Work task |
How do the lines below between the ones holding "ctx.stroke(path);" and "ctx.textAlign = isNaN(turn)", inclusive, read? Give them again exactly, with no other lines.
Recorded data: Begin
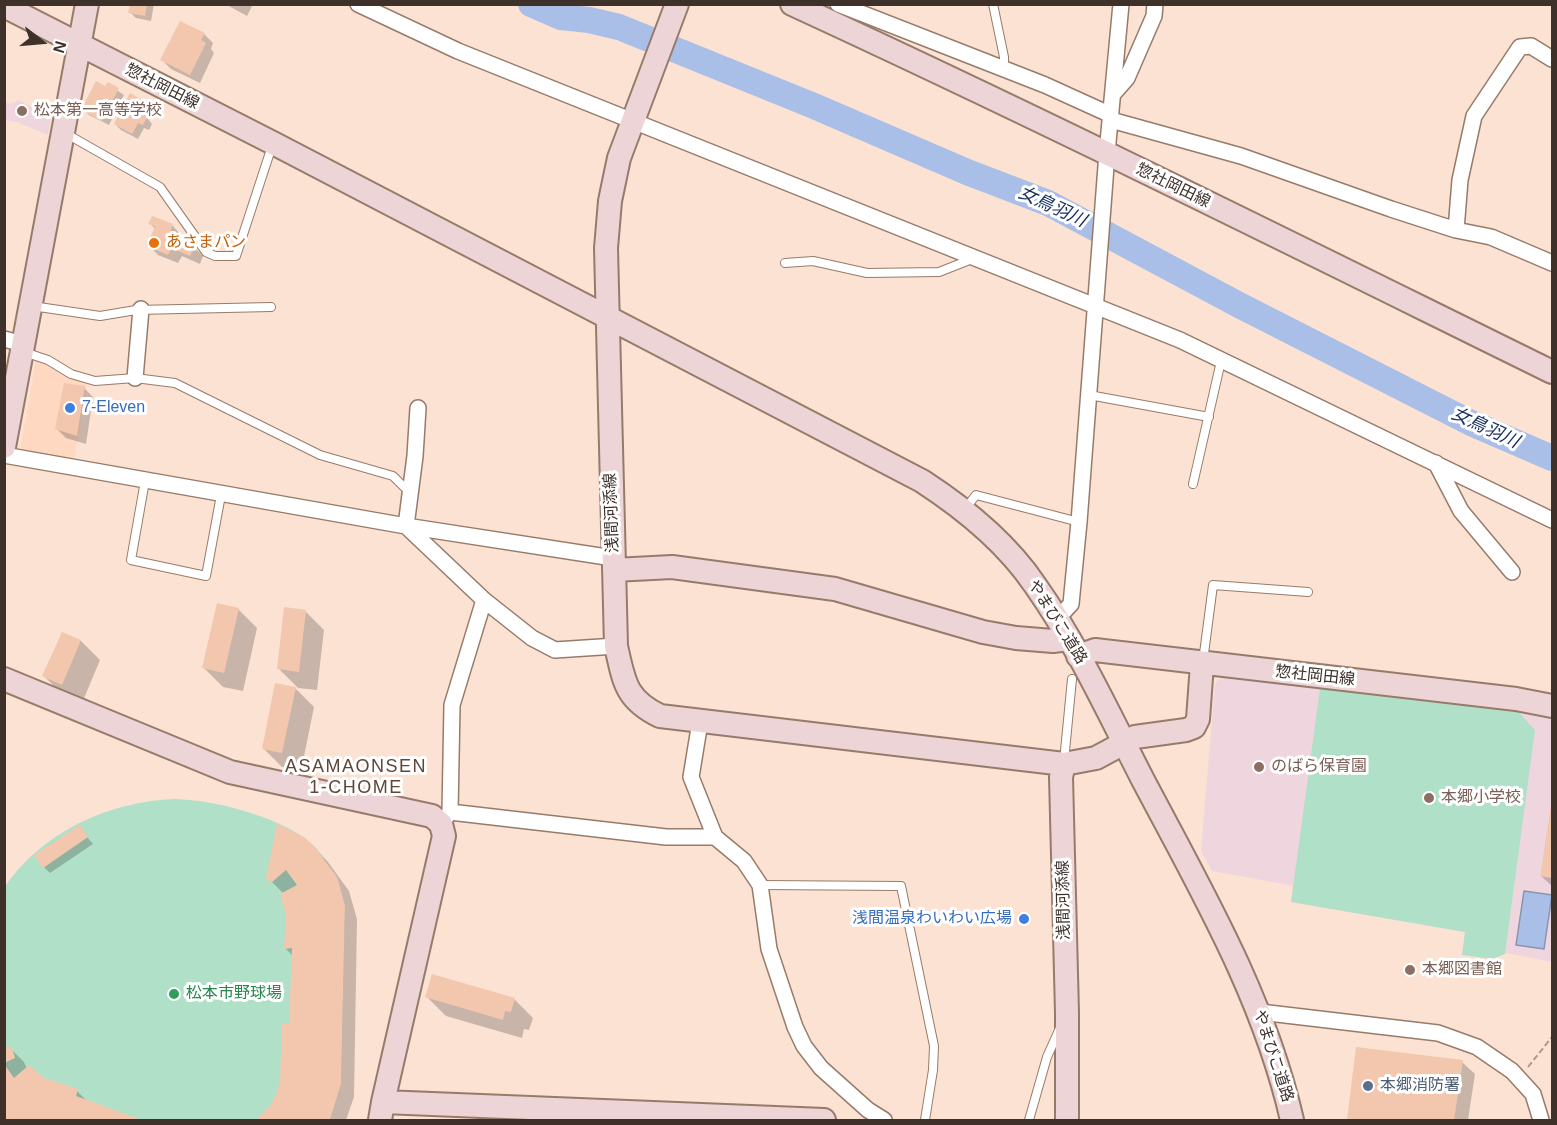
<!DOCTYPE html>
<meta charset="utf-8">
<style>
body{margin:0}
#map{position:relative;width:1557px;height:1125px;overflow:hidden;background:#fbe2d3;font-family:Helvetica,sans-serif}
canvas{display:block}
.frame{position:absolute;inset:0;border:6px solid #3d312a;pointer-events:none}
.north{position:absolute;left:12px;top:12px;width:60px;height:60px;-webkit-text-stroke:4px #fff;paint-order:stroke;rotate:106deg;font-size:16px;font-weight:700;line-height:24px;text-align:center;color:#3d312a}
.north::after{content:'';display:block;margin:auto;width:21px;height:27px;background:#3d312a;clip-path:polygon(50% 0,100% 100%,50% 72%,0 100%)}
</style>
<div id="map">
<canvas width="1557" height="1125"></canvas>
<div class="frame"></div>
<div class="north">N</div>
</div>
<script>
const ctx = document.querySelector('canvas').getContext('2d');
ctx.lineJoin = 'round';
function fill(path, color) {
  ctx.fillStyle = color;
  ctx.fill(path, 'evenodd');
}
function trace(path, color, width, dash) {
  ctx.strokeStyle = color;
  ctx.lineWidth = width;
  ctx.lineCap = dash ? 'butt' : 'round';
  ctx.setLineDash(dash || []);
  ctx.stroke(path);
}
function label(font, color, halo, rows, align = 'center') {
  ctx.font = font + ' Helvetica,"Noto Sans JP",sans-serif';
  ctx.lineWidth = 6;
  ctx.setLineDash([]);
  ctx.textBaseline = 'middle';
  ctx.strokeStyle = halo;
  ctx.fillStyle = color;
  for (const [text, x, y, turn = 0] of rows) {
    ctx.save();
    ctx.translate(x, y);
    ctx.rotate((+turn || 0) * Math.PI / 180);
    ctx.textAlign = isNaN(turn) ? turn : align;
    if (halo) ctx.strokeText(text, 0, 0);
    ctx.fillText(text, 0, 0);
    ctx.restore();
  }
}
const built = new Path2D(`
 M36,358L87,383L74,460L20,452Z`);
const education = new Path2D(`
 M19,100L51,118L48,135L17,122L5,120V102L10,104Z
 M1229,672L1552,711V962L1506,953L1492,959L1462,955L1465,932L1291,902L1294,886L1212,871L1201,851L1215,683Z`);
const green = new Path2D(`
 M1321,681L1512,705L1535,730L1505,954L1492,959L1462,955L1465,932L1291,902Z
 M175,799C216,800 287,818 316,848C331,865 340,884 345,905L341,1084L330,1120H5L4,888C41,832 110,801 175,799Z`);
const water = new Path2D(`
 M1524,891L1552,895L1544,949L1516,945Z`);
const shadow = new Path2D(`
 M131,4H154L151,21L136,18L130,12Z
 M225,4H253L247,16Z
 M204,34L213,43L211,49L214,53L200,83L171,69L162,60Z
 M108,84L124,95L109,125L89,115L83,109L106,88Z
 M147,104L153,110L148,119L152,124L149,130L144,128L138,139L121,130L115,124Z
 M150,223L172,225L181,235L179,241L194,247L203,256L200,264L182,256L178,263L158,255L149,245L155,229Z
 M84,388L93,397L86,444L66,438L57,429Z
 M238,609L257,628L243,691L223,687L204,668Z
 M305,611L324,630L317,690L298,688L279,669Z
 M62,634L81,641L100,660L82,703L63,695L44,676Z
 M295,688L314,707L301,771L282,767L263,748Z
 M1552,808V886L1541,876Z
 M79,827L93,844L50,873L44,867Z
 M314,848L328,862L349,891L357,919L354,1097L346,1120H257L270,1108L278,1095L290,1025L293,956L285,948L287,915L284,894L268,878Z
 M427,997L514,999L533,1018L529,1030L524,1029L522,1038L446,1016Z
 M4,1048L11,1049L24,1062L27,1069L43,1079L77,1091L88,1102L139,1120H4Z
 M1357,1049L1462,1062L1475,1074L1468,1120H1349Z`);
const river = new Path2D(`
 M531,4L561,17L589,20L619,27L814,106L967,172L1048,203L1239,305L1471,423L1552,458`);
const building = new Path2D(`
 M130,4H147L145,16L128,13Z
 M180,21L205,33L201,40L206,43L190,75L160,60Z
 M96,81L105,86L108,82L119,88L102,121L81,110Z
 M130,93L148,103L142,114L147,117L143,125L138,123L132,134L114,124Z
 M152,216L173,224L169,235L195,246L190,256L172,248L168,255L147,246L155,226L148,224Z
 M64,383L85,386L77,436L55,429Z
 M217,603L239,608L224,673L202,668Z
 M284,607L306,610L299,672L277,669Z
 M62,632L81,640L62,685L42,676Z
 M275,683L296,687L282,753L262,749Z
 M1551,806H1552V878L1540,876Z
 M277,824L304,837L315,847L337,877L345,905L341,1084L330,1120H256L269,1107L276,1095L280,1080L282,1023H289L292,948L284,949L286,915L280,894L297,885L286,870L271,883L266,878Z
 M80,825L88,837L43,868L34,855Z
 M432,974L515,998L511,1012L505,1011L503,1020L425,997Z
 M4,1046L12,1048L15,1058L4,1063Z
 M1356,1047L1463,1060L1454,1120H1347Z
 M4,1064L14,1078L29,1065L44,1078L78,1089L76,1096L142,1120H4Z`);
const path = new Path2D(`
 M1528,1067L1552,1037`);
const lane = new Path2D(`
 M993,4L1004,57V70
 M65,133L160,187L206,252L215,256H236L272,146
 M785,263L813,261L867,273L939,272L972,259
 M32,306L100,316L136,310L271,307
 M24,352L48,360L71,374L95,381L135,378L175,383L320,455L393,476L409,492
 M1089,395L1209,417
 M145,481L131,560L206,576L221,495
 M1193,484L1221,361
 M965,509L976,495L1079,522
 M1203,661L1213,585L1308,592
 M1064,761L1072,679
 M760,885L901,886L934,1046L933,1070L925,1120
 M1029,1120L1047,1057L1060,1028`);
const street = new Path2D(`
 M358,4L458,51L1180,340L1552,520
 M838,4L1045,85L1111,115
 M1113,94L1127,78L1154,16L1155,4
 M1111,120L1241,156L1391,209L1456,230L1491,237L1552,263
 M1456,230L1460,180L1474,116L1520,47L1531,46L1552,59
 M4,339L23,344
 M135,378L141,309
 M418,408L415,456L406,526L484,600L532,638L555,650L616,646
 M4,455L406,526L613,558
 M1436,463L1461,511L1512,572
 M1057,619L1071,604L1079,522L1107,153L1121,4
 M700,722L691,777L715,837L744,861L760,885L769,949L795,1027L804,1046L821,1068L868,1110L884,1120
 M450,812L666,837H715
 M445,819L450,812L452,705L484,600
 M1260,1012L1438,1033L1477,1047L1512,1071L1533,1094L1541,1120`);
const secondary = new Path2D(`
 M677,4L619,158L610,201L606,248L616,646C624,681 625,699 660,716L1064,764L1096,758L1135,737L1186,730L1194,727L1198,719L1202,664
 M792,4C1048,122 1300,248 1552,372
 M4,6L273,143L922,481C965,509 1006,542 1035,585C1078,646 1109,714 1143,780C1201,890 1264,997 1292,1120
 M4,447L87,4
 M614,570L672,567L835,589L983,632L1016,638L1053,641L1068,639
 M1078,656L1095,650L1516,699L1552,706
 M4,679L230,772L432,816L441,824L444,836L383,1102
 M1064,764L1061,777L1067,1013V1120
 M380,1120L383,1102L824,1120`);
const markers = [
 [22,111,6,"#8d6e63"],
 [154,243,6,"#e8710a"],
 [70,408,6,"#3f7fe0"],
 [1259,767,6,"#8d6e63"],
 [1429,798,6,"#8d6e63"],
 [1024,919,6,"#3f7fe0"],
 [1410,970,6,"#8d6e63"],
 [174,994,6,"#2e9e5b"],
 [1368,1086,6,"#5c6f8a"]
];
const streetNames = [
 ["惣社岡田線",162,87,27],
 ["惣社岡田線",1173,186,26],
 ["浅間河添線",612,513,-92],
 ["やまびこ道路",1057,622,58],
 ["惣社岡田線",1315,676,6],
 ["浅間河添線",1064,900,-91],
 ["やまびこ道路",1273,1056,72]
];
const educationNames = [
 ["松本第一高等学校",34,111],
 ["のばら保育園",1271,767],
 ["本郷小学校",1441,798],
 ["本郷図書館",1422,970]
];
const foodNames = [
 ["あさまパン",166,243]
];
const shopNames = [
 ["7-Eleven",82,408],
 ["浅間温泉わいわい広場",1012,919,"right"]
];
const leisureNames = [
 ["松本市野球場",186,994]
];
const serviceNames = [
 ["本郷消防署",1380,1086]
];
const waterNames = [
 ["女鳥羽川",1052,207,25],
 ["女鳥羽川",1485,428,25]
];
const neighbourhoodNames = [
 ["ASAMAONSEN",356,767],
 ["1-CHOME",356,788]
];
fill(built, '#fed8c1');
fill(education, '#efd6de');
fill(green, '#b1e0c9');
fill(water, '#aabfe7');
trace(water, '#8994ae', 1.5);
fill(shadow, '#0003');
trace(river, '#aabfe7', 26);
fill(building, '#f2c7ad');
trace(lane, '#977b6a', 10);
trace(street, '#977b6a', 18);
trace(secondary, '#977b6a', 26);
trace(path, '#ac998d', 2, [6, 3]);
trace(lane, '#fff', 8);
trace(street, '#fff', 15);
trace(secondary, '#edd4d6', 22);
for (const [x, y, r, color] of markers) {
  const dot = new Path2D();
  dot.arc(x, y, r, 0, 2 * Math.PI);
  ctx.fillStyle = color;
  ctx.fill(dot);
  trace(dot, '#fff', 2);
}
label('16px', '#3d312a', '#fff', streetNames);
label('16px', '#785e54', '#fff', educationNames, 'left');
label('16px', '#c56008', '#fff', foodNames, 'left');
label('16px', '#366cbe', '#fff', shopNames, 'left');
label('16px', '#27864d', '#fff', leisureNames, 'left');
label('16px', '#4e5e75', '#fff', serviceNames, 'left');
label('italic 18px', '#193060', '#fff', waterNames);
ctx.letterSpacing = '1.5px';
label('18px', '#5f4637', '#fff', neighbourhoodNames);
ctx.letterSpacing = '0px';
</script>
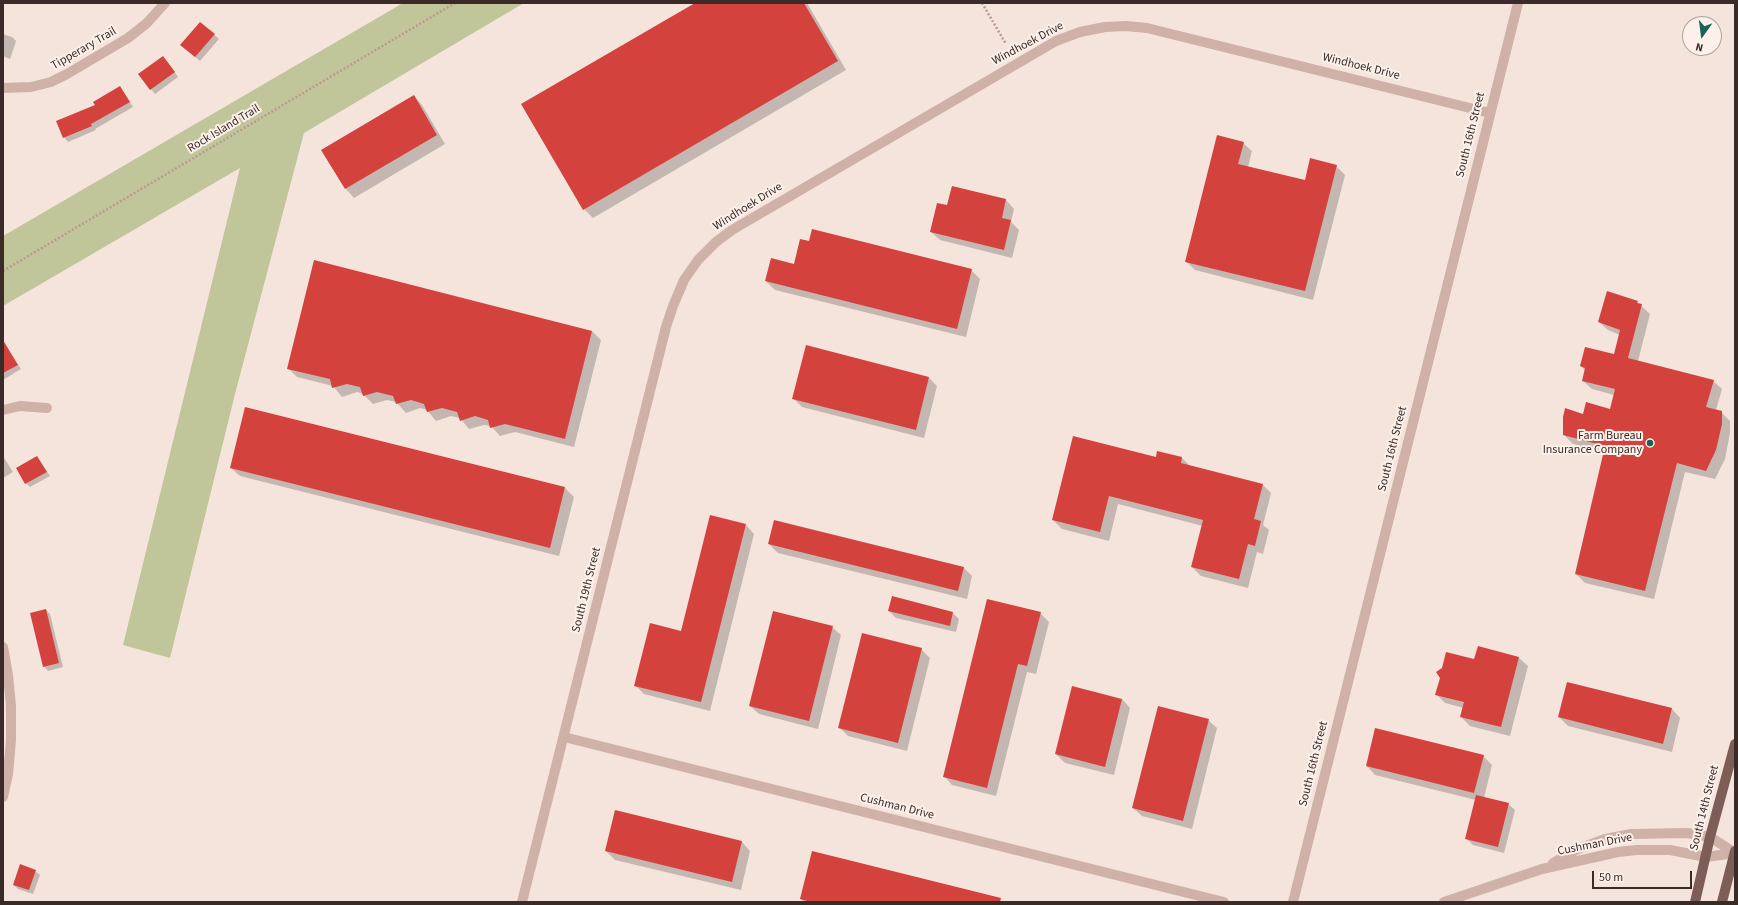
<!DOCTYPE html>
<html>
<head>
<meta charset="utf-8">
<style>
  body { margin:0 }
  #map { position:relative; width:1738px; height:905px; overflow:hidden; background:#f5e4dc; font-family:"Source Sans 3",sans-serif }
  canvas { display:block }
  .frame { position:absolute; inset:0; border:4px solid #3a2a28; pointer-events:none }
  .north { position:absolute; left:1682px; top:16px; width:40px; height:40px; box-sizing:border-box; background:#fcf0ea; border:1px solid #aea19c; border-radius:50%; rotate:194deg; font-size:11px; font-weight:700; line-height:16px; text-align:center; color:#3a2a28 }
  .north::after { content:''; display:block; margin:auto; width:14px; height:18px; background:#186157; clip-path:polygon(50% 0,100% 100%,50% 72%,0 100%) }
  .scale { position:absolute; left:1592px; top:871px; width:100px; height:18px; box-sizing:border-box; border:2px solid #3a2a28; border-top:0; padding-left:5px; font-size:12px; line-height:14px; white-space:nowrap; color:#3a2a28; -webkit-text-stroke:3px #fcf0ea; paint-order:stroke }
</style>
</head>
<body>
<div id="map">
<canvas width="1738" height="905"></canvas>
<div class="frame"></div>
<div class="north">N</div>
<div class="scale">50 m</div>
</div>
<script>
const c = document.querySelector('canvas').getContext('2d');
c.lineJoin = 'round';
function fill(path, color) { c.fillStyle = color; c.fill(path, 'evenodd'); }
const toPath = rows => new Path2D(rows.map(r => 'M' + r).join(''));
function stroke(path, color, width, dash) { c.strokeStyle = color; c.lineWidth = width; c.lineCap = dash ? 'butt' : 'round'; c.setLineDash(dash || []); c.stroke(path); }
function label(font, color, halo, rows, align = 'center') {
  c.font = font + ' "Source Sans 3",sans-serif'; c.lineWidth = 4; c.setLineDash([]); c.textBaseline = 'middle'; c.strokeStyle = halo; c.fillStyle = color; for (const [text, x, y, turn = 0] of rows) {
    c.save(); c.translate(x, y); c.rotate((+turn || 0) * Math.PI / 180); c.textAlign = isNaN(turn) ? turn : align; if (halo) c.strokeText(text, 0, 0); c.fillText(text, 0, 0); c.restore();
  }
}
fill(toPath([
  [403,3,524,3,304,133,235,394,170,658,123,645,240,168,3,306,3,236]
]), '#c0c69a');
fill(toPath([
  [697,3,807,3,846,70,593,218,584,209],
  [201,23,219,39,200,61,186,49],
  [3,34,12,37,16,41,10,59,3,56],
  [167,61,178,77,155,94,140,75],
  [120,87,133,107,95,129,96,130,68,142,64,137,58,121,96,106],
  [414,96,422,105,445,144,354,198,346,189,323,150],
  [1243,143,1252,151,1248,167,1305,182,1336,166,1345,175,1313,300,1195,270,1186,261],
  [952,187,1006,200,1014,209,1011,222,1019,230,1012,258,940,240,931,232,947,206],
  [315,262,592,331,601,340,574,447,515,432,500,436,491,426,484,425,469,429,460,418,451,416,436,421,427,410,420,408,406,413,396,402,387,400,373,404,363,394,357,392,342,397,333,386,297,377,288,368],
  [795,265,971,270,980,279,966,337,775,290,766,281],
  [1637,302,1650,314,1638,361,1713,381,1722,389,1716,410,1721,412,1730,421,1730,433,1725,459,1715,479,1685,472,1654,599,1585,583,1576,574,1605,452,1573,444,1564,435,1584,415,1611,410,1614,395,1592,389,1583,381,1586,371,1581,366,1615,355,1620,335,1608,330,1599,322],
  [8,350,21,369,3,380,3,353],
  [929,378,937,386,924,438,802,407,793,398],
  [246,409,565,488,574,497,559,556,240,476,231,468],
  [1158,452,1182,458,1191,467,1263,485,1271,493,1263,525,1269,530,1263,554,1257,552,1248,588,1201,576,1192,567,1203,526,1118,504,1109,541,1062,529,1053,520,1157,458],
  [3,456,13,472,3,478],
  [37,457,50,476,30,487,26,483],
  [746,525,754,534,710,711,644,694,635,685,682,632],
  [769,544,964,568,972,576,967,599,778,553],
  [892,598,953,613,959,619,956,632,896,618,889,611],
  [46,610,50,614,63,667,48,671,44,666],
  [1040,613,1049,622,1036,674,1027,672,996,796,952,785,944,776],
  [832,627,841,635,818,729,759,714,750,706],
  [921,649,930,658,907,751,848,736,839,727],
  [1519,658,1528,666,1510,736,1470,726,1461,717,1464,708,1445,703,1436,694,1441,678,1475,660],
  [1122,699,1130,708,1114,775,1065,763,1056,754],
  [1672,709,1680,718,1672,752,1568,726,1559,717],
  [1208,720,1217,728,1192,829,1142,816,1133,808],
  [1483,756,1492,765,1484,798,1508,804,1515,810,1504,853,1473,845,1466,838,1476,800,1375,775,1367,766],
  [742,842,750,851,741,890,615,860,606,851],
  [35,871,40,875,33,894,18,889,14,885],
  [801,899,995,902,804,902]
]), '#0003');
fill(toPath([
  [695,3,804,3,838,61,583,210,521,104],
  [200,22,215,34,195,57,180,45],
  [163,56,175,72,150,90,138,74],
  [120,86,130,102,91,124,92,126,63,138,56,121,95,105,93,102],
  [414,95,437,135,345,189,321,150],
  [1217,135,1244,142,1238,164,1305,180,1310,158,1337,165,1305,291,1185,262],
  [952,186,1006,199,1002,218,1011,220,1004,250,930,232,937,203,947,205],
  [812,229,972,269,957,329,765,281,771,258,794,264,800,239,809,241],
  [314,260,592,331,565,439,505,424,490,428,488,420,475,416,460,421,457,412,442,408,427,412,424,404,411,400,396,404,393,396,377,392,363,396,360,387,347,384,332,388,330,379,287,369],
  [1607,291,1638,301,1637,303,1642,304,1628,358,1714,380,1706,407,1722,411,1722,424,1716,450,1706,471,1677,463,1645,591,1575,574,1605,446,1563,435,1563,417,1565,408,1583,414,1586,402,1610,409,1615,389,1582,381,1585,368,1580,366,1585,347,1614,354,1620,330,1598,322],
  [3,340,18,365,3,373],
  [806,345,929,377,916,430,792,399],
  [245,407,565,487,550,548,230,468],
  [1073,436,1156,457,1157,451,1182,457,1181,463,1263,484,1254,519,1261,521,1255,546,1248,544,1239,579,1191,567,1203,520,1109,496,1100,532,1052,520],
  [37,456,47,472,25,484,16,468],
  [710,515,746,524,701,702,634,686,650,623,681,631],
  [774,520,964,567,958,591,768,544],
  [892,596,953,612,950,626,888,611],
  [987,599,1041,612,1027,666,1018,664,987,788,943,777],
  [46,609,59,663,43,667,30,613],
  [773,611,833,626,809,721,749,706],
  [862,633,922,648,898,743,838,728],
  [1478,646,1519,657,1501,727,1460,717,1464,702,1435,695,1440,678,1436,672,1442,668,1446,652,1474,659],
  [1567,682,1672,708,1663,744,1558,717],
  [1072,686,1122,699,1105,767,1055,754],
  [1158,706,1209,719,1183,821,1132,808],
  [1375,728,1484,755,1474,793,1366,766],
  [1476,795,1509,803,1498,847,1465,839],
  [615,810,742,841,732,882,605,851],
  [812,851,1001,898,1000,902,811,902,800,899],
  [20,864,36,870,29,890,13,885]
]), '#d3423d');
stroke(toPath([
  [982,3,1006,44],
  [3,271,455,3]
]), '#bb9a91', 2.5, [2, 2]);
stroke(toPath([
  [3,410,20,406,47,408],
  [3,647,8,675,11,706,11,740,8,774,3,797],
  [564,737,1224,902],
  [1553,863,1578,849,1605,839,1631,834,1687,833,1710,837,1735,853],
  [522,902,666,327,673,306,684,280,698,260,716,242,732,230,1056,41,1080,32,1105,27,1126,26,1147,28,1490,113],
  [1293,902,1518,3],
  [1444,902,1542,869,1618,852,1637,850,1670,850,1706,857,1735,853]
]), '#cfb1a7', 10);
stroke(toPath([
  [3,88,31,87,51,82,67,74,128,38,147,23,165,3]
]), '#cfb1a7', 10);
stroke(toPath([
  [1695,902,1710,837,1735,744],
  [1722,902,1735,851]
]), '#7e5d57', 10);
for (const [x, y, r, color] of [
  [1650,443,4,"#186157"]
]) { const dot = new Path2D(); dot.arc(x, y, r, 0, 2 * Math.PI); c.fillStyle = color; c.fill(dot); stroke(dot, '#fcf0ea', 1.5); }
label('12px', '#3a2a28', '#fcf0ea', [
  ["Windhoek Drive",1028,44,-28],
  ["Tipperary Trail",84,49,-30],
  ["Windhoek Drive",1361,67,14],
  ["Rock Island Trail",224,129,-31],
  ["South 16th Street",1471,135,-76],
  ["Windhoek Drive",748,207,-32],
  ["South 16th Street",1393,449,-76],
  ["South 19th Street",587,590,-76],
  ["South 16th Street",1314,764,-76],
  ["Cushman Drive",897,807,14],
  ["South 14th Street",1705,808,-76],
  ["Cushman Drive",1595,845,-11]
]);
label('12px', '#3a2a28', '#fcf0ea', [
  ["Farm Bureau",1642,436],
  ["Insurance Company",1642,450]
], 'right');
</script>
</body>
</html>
Recorded data: End
Solution below |
  ctx.stroke(path);
}
function label(font, color, halo, rows, align = 'center') {
  ctx.font = font + ' Helvetica,"Noto Sans JP",sans-serif';
  ctx.lineWidth = 6;
  ctx.setLineDash([]);
  ctx.textBaseline = 'middle';
  ctx.strokeStyle = halo;
  ctx.fillStyle = color;
  for (const [text, x, y, turn = 0] of rows) {
    ctx.save();
    ctx.translate(x, y);
    ctx.rotate((+turn || 0) * Math.PI / 180);
    ctx.textAlign = isNaN(turn) ? turn : align;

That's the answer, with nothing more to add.